Nama Aira, Aulia dan Rania dipanggil satu persatu dengan kloter yang berbeda. Pemanggilan Aira dan Aulia berada di satu kloter yang sama meskipun mereka mendapatkan tempat pengabdian yang berbeda. Aira mendapatkan pengabdian sesuai keinginannya di pondok cabang yang berada di luar Jawa, tepatnya di daerah Aceh. Sedangkan Aulia harus menahan keiginannya untuk belajar disai lebih cepat karena keinginanya untuk mendapatkan pengabdian bebas tidak terwujud. Aulia ditempatkan di pondok cabang yang letaknya di Balikpapan, Kalimantan Timur.

Rania mendapatkan pemanggilan di kloter tiga, kloter sebelum akhir, keinginan Rania untuk mendapatkan pengabdian bebas memang tidak terwujud tapi dia menerima dengan lapang dada segala yang ditakdirkan Allah padanya. Rania mendapatkan tempat pengabdian di salah satu pondok alumni[1] yang terletak di Bogor, Jawa Barat.

“Aku akan merindukan kalian,” Aulia tiba-tiba berbicara ketika sedang membereskan kamar yang ia tinggali dengan 31 teman lainnya.

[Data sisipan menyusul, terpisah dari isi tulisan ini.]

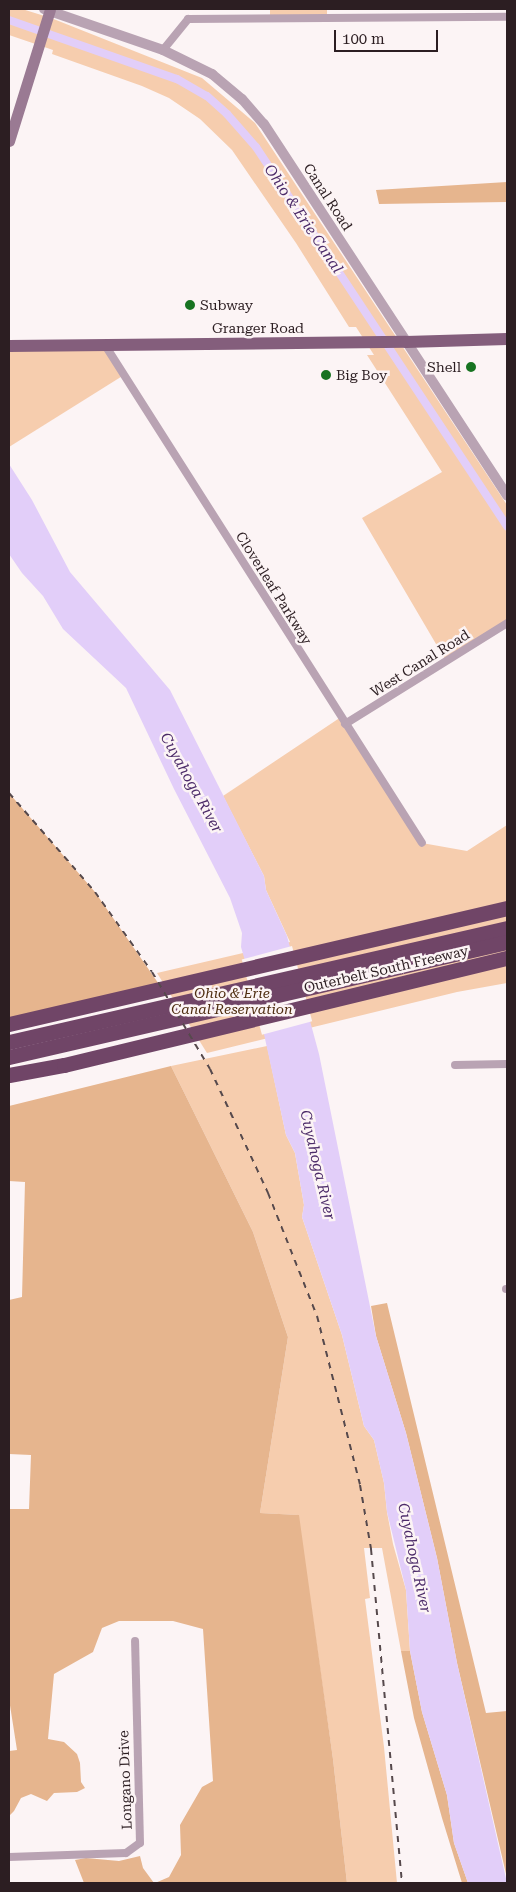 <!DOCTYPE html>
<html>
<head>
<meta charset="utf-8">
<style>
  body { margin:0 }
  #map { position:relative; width:516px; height:1892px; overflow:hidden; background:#fcf4f5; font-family:"Roboto Serif",serif }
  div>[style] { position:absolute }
  .green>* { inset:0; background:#f6cdae; transform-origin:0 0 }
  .forest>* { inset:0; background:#e6b58e }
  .water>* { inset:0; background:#e2cef9 }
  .pier>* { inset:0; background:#fcf4f5; transform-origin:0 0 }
  .canal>* { height:8px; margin:-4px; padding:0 4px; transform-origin:4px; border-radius:4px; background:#e2cef9 }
  .minor>* { height:8px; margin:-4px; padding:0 4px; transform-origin:4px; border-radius:4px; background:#b9a3b3 }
  .tertiary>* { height:10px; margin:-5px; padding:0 5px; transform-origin:5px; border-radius:5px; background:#b9a3b3 }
  .secondary>* { height:11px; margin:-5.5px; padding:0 5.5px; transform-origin:5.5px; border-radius:5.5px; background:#9a7a93 }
  .primary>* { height:12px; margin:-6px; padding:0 6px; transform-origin:6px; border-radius:6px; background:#845e7c }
  .motorway>* { height:15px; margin:-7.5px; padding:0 7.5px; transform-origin:7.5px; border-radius:7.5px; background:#704567 }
  .rail>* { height:2px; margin-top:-1px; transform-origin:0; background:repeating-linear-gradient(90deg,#56494c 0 6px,transparent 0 12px) }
  .dots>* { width:14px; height:14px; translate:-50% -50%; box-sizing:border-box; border:2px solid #fcf4f5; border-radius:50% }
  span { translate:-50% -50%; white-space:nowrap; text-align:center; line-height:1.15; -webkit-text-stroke:5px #fcf4f5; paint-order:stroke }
  .street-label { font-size:14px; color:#2c1e22 }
  .poi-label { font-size:14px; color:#2c1e22 }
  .left { translate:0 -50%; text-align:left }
  .right { translate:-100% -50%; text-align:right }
  .park-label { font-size:14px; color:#4e2d10; font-style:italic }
  .water-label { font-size:15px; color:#4c2b69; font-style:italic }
  .frame { position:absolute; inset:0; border:10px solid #2c1e22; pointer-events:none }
  .scale { position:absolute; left:334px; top:30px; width:104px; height:22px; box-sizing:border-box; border:2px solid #2c1e22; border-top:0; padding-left:6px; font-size:15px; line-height:18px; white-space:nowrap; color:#2c1e22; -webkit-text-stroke:4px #fcf4f5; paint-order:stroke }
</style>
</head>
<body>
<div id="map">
  <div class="green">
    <i style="clip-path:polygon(9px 9px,22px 9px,51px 18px,202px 78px,255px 123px,507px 505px,507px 623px,446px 661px,362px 518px,442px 472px,367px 355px,374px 355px,356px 327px,349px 327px,296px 243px,232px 150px,200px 119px,169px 98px,142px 86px,52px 54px,53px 50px,9px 35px)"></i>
    <i style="left:270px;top:9px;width:57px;height:10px"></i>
    <i style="clip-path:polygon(105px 345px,124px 375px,9px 447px,9px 346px)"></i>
    <i style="clip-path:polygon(341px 717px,422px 843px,467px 851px,507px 825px,507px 983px,457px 992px,207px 1053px,157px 973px,290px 942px,266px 890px,264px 876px,223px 796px)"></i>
    <i style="clip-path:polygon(267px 1046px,286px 1135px,295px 1153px,304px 1205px,302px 1217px,342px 1335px,364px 1426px,374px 1440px,384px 1483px,387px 1512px,393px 1544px,406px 1590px,410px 1651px,401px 1651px,382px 1548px,364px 1548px,370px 1598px,365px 1599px,384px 1747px,397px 1883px,347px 1883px,333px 1759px,298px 1515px,260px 1513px,288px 1337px,253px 1232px,171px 1066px)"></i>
  </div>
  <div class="forest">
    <i style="clip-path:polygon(507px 182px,507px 202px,379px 204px,376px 190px)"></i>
    <i style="clip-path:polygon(9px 793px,95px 892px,163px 990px,9px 1023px)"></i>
    <i style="clip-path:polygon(171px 1066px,253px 1232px,288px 1337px,260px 1513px,299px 1515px,333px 1759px,347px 1883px,155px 1883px,169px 1877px,181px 1855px,180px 1825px,202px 1787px,213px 1781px,203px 1629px,173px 1621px,119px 1621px,102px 1628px,93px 1652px,54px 1674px,48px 1739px,64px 1742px,77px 1754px,80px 1763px,81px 1782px,85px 1788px,77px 1792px,54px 1793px,47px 1801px,31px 1794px,21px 1798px,14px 1811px,9px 1816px,9px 1751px,17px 1750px,9px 1699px,9px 1509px,29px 1509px,31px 1455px,9px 1454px,9px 1300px,22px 1297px,25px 1182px,9px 1181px,9px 1106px)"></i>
    <i style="clip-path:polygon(387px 1303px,486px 1713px,507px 1711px,507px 1878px,457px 1663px,437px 1558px,406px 1433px,376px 1336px,371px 1306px)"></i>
    <i style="clip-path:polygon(401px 1651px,410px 1651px,422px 1712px,447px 1795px,454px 1843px,468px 1883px,462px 1883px,442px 1818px,414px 1718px)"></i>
    <i style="clip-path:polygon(140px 1856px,143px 1868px,154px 1883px,84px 1883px,75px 1860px,86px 1858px,119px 1861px)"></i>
  </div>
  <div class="water">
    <i style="clip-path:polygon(9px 464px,32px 500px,70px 572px,170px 690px,264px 876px,266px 890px,287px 936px,319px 1054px,376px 1336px,406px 1433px,437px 1558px,457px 1663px,507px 1883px,468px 1883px,454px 1843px,447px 1795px,422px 1712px,410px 1651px,406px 1590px,387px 1512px,384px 1483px,374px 1440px,364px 1426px,342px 1335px,302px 1217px,304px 1205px,295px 1153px,286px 1135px,257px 1002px,241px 947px,242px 933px,230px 898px,174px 789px,126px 688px,63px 629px,43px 596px,22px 573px,9px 554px)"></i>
  </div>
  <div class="pier">
    <i style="left:292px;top:946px;width:78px;height:52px;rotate:75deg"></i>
  </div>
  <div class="canal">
    <i style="left:9px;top:20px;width:178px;rotate:19.4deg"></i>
    <i style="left:177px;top:79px;width:34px;rotate:30deg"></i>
    <i style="left:207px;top:96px;width:27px;rotate:42deg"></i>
    <i style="left:227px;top:114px;width:44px;rotate:48.7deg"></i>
    <i style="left:256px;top:147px;width:455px;rotate:56.5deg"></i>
  </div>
  <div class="minor">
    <i style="left:163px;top:50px;width:40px;rotate:-51deg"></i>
    <i style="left:188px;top:19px;width:319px;rotate:-0.4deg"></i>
    <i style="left:105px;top:345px;width:590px;rotate:57.52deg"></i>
    <i style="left:345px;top:724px;width:191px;rotate:-31.9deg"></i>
    <i style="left:455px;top:1065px;width:52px;rotate:-1.1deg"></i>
    <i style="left:506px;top:1289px;width:1px"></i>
    <i style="left:9px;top:1857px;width:117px;rotate:-2deg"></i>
    <i style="left:126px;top:1853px;width:17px;rotate:-36deg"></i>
    <i style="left:140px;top:1843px;width:202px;rotate:-91.4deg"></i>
  </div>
  <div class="tertiary">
    <i style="left:44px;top:9px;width:126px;rotate:19deg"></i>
    <i style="left:163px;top:50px;width:55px;rotate:26.1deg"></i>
    <i style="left:212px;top:74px;width:39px;rotate:40deg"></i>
    <i style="left:242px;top:99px;width:33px;rotate:49deg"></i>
    <i style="left:264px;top:124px;width:444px;rotate:56.8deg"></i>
  </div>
  <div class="secondary">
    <i style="left:9px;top:141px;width:138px;rotate:-72.7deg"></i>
  </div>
  <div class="primary">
    <i style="left:9px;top:346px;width:397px;rotate:-0.6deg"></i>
    <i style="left:406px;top:342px;width:101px;rotate:-1.7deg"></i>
  </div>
  <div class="motorway">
    <i style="left:9px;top:1024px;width:511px;rotate:-13.11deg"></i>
    <i style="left:9px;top:1042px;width:511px;rotate:-12.89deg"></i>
    <i style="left:9px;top:1057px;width:511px;rotate:-13deg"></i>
    <i style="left:9px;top:1075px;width:56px;rotate:-10.3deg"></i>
    <i style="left:64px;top:1065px;width:456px;rotate:-13.6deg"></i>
  </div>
  <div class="rail">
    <i style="left:9px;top:793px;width:131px;rotate:49deg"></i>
    <i style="left:95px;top:892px;width:98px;rotate:54.5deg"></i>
    <i style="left:152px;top:972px;width:113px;rotate:59.1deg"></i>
    <i style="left:210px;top:1069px;width:137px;rotate:64.9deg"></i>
    <i style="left:268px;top:1193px;width:132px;rotate:68.3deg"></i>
    <i style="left:317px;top:1316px;width:174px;rotate:75.7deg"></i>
    <i style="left:360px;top:1485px;width:65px;rotate:80.2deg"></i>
    <i style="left:371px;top:1549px;width:335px;rotate:84.7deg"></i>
  </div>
  <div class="dots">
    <i style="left:190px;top:305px;background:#177321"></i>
    <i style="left:471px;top:367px;background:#177321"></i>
    <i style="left:326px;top:375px;background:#177321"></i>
  </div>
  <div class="street-label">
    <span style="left:328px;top:197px;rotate:57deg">Canal Road</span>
    <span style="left:258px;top:328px">Granger Road</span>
    <span style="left:274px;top:588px;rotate:58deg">Cloverleaf Parkway</span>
    <span style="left:420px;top:663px;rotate:-32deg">West Canal Road</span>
    <span style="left:386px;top:969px;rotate:-13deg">Outerbelt South Freeway</span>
    <span style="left:125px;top:1780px;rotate:-92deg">Longano Drive</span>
  </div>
  <div class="poi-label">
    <span class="left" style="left:200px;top:305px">Subway</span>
    <span class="right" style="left:461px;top:367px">Shell</span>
    <span class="left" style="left:336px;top:375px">Big Boy</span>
  </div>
  <div class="park-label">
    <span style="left:232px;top:1001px">Ohio &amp; Erie<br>Canal Reservation</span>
  </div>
  <div class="water-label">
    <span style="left:303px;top:219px;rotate:56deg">Ohio &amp; Erie Canal</span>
    <span style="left:191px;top:783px;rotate:61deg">Cuyahoga River</span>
    <span style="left:317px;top:1165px;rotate:77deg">Cuyahoga River</span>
    <span style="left:414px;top:1558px;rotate:78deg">Cuyahoga River</span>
  </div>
  <div class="frame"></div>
  <div class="scale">100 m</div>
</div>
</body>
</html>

“Aku juga akan merindukanmu,” Rania memeluk Aulia.

“Kita semua akan saling merindukan,” ucap Tasya yang juga ada di kamar itu.

Saat itu kondisi kamar sudah sepi beberapa teman mereka sudah ada yang pulang lebih dulu, di kamar itu tinggalah Rania, Aira, Aulia, Tasya, Mira, dan juga Nadia. Mereka berenam saling berpelukan untuk mengucapkan salam perpisahan. Bertahun-tahun di PM membuat mereka berat untuk berpisah. Meskipun tidak begitu dekat dengan Mira, Tasya, dan Nadia, Rania tetap merasakan kehilangan.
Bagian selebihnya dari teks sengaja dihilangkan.